How to rename files according to a pattern

We often encounter situations, where a large number of files should be copied or renamed or moved or something like that.
This can be done on the Linux command line, but it should be possible in almost the same way on the Unix/Linux/Cygwin-command line of newer MS-Windows or MacOS-X.

Now people routinely do that and they have developed several ways of doing it, which are all valid and useful.

I will show how I do things like that. It works and it is not the only way to do it.

So in the most simple case, all files in a directory ending in ‚.a‘ should be renamed to ‚.b‘.

What I do is:


ls *.a \
|perl -p -e 'chomp;$x = $_;s/\.a$/.b/;$y = $_; s/.+/mv $x $y\n/;' \
|egrep '^mv '\
|sh

You can run it without the last |sh, to check if it really does what you want.

So I use the files as input to a short perl script and create shell commands. It would be possible to do this actually in Perl itself, without piping it into a shell:


ls *.b \
|perl -n -e 'chomp;$x = $_;s/\.b$/.c/;$y=$_;rename $x, $y;'

You could also read the directory from perl, it is quite easy, but for just quickly doing stuff, I prefer getting the input from some ls.

To go into sub directories, you can use find:


find . -name '*.c' -type f -print \
| perl -n -e 'chomp;$x = $_;s/\.c$/.d/;$y=$_;rename $x, $y;'

a
You can also rename all the files that contain a certain string:

find . -name '*.html' -type f -print \
|xargs egrep -l form \
|perl -n -e 'chomp; $x=$_;s/\.html$/.form/;$y=$_;rename $x, $y;'

So you can combine with all kinds of shell commands and do really a lot of things in one line.

Of course you can use Raku, Ruby, Python or your favorite scripting language instead, as long as it allows some simple pattern matching and an efficient implicit iteration over the lines.
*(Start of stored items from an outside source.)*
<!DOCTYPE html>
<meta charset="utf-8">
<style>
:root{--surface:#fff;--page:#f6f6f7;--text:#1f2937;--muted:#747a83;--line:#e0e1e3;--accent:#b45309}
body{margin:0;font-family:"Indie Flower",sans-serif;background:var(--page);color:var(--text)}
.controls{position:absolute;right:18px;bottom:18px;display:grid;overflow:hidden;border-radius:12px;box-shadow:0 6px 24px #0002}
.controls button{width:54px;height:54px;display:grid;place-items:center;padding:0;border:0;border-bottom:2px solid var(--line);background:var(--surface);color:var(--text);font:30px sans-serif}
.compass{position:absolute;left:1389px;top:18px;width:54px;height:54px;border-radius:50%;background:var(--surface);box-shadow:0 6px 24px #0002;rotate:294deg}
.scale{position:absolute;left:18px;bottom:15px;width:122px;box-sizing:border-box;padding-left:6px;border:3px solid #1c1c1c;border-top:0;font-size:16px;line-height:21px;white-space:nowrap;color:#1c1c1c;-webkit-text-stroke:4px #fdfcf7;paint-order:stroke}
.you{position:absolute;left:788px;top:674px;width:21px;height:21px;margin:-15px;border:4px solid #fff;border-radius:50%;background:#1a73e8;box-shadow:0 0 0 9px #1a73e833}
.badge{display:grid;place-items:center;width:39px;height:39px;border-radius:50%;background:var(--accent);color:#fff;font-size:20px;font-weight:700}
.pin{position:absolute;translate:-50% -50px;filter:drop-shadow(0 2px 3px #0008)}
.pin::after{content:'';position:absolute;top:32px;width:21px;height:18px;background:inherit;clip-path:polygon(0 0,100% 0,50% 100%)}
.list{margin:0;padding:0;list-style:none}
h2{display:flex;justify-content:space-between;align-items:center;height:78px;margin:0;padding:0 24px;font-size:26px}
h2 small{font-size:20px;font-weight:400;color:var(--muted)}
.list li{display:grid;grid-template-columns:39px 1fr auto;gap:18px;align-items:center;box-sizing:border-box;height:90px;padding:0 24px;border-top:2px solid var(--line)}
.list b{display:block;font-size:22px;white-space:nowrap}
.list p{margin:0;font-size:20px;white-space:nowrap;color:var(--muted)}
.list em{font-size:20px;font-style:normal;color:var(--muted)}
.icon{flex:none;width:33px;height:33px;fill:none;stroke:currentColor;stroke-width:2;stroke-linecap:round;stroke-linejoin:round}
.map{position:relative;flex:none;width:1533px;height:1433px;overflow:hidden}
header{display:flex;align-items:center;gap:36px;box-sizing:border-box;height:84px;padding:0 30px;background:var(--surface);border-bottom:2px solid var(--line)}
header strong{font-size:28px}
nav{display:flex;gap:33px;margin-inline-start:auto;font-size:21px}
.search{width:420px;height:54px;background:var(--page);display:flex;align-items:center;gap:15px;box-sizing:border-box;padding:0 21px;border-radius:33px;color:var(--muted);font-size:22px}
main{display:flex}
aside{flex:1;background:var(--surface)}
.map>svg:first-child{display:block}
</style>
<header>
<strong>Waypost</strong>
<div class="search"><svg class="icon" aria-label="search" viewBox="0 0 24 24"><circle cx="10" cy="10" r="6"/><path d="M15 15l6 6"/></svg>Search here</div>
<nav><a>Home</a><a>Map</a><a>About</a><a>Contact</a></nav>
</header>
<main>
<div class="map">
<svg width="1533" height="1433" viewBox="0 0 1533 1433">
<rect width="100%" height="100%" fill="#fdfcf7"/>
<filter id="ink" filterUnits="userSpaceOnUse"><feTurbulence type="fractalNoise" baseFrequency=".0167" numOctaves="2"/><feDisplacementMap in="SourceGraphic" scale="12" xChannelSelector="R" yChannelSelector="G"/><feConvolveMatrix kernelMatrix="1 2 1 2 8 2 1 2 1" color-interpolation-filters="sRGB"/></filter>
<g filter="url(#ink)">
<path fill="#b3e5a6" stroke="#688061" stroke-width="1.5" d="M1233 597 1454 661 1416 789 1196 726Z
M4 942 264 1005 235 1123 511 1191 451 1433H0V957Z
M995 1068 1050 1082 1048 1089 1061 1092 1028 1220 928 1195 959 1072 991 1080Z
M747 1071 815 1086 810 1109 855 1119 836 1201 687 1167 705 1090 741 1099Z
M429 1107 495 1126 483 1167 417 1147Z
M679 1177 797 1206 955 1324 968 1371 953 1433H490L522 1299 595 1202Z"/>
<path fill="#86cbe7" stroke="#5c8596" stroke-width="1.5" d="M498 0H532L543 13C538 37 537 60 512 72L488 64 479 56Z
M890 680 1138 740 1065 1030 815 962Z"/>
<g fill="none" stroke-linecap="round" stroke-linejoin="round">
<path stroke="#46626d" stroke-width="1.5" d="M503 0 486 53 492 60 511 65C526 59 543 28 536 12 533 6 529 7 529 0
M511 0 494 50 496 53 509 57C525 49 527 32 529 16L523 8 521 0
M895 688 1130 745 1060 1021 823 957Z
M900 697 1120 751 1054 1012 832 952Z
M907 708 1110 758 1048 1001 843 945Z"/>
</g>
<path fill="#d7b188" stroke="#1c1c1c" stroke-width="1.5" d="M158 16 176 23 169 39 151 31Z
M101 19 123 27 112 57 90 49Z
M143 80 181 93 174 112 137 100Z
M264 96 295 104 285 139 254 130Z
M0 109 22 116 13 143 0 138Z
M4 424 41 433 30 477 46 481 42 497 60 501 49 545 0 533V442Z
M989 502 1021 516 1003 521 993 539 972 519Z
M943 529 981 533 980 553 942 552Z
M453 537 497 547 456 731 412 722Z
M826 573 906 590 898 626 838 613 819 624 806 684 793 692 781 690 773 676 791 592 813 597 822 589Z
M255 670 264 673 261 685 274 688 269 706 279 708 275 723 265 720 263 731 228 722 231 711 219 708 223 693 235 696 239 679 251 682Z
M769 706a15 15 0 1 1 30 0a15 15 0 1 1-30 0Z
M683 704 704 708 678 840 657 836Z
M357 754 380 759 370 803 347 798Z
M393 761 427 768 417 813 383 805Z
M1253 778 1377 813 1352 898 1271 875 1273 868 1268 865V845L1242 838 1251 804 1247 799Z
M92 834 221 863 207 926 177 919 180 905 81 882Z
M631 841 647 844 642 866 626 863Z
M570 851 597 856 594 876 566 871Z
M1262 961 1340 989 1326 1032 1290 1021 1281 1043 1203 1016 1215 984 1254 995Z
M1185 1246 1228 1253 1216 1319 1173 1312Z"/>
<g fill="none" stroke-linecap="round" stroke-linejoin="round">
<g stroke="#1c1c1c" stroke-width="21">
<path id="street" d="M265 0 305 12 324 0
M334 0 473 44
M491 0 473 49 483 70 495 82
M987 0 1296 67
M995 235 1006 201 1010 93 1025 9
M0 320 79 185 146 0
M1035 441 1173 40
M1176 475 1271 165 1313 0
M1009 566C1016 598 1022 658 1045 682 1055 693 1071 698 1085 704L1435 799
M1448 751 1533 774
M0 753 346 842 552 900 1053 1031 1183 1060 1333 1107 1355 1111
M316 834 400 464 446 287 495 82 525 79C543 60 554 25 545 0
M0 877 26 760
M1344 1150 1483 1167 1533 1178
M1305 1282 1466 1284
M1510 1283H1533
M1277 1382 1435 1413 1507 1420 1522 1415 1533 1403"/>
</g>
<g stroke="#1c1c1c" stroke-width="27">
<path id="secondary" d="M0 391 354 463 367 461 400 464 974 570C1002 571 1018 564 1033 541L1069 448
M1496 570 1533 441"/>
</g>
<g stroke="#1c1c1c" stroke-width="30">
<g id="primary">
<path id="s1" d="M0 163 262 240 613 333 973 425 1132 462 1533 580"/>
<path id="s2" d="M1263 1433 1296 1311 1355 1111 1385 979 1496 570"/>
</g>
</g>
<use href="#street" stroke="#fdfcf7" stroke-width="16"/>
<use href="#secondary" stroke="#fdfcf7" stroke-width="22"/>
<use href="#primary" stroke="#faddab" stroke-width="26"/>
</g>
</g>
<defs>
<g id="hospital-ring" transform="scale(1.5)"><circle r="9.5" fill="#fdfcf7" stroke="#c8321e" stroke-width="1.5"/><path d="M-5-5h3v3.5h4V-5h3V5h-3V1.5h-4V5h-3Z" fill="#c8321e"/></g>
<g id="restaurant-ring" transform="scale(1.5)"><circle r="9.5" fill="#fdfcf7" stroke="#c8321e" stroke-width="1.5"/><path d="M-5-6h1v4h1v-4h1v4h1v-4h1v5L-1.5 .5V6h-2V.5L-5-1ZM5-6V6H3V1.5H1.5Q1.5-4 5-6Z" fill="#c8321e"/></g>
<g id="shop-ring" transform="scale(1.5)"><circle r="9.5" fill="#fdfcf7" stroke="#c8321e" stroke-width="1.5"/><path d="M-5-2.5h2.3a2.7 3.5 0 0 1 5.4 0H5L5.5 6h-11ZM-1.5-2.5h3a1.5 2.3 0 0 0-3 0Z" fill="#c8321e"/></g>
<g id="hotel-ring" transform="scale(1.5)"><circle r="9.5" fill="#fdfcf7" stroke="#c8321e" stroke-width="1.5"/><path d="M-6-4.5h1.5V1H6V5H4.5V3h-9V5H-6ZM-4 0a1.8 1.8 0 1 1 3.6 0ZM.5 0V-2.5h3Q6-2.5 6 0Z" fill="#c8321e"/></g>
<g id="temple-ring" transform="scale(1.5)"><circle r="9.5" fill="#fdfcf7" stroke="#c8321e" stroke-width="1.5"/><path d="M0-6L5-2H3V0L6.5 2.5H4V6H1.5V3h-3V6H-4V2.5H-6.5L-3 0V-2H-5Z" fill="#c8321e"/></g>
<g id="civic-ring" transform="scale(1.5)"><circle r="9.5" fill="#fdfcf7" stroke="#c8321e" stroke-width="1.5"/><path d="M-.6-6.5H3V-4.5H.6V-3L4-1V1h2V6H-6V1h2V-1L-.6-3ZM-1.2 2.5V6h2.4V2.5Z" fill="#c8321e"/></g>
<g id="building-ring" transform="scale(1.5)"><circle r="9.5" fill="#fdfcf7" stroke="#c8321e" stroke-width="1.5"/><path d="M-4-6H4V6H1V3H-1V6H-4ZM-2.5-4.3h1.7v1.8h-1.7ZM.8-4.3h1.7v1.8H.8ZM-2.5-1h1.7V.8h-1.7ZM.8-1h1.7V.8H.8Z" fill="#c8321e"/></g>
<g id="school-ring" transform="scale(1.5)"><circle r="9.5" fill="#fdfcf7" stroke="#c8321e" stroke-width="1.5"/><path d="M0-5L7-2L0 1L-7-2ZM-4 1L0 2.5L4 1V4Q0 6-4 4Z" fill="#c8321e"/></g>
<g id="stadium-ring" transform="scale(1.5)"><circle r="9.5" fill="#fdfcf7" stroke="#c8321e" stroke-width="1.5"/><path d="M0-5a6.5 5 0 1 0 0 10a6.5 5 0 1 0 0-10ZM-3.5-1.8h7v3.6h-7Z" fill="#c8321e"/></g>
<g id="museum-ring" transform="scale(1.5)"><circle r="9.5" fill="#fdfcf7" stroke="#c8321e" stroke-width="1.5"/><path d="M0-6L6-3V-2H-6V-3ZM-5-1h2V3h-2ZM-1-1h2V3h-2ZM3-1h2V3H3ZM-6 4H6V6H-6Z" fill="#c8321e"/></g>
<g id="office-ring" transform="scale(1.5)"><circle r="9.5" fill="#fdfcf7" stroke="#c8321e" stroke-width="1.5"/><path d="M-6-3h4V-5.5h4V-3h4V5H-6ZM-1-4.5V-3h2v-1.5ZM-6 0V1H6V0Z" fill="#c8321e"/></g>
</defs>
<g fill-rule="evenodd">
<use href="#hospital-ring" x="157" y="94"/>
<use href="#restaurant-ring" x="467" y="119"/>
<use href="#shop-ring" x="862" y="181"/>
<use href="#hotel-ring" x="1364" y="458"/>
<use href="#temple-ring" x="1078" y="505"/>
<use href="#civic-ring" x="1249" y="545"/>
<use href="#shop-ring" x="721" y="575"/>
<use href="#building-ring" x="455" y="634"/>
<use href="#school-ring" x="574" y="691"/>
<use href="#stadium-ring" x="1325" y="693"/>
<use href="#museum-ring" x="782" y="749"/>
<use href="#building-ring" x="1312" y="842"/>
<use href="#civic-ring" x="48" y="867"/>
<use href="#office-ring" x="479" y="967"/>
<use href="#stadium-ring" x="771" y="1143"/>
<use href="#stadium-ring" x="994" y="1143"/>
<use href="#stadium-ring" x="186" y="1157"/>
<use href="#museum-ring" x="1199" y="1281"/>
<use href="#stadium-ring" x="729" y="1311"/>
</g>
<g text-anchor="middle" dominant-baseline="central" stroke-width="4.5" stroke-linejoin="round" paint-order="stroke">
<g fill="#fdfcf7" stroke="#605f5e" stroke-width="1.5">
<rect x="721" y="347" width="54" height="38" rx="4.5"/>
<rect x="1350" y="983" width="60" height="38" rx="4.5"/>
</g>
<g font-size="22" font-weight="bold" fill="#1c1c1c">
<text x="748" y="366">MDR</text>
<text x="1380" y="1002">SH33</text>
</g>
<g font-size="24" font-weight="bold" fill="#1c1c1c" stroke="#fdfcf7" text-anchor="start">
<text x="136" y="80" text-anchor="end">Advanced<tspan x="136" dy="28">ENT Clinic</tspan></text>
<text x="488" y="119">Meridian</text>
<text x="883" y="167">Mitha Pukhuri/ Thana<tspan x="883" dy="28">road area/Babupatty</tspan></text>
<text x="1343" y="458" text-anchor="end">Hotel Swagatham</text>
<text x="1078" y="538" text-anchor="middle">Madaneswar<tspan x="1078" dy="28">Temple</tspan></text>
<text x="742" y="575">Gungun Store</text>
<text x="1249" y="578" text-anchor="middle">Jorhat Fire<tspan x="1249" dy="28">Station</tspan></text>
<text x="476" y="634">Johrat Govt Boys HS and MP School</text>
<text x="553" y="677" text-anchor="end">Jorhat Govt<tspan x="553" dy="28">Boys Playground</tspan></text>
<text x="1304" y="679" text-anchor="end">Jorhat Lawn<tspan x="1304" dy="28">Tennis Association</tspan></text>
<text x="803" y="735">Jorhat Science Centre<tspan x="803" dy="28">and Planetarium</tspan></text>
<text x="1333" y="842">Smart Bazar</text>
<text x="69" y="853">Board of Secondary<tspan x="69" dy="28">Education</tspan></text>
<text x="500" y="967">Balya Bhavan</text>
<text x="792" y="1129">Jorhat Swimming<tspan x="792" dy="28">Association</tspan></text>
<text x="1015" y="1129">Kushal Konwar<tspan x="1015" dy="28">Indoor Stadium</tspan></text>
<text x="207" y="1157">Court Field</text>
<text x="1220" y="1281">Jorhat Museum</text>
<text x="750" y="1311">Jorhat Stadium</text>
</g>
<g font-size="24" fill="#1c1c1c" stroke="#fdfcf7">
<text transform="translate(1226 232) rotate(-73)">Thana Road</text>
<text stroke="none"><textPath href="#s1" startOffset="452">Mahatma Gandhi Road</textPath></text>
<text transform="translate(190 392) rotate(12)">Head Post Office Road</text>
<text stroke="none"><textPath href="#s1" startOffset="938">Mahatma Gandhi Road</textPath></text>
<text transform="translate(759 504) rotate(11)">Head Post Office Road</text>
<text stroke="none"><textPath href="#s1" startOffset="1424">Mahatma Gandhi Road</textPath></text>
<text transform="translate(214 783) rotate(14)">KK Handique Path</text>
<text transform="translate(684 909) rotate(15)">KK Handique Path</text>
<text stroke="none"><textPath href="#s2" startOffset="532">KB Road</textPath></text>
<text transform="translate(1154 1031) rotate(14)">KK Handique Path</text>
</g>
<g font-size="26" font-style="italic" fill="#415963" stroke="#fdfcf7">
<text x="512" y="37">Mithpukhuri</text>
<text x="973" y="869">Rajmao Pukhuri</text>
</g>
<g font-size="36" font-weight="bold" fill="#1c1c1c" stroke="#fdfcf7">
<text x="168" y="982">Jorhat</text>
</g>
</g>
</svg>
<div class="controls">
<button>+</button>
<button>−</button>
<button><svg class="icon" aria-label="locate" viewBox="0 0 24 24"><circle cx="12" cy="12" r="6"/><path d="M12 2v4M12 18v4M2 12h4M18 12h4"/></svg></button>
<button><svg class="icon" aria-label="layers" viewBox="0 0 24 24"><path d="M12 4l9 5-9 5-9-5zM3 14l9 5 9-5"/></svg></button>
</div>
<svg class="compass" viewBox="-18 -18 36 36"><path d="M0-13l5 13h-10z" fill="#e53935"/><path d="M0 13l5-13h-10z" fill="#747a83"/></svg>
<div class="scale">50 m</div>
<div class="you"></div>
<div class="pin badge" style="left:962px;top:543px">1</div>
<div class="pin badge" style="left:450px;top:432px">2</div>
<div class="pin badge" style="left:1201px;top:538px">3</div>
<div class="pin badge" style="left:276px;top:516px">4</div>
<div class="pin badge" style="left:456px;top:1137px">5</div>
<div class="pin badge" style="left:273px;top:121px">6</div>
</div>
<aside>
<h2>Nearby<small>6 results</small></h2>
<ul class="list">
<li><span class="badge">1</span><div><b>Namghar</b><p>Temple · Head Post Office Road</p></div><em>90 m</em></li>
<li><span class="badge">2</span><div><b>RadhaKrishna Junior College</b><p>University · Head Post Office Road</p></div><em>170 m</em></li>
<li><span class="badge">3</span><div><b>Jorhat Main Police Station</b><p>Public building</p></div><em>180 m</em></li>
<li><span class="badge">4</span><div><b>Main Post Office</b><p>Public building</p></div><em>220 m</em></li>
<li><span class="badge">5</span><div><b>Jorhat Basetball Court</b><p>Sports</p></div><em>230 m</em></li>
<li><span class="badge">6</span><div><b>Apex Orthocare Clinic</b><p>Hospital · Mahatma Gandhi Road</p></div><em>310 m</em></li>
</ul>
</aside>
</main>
For such simple tasks there are also ways to do it directly in the shell like this

for f in *.d ; do mv $f `basename $f .d`.e; done

And you can always use sed, possibly in conjunction with awk instead of perl for such simple tasks.

Another approach is to just pipe the files into an texteditor that is powerful enough and create a one time script using powerful editing commands.
On Linux and Unix servers we almost always use vi, even people like me, who prefer Emacs on their own computer:

ls *.e > tmpscript
vi tmpscript

and then in vi


:0,$s/\(.*\)\(.e\)$/mv \1\2 \1.f/
ZZ

and then

sh tmpscript
rm tmpscript

So, there are many ways to achieve this goal and they are flexible and powerful enough to do really a lot more than just such simple pattern renaming.

If you work in a team and put these things into scripts, it might be necessary to follow a team policy about which scripting languages are preferred and which patterns are preferred. And you need to know the stuff that you write yourself, but also the stuff that your colleagues write.

Please, do not do

mv *.a *.b

It won’t work for good reasons.
On Linux and Unix systems the shell (usually bash) expands the glob expression (the stuff with the stars) into a list of strings and then starts mv with these strings a parameters. So calling mv with some file names ending in .a and .b, mv cannot have any idea what to do. When called with more than two parameters, the last one needs to be a directory where to move the stuff, so usually it will just refuse to work.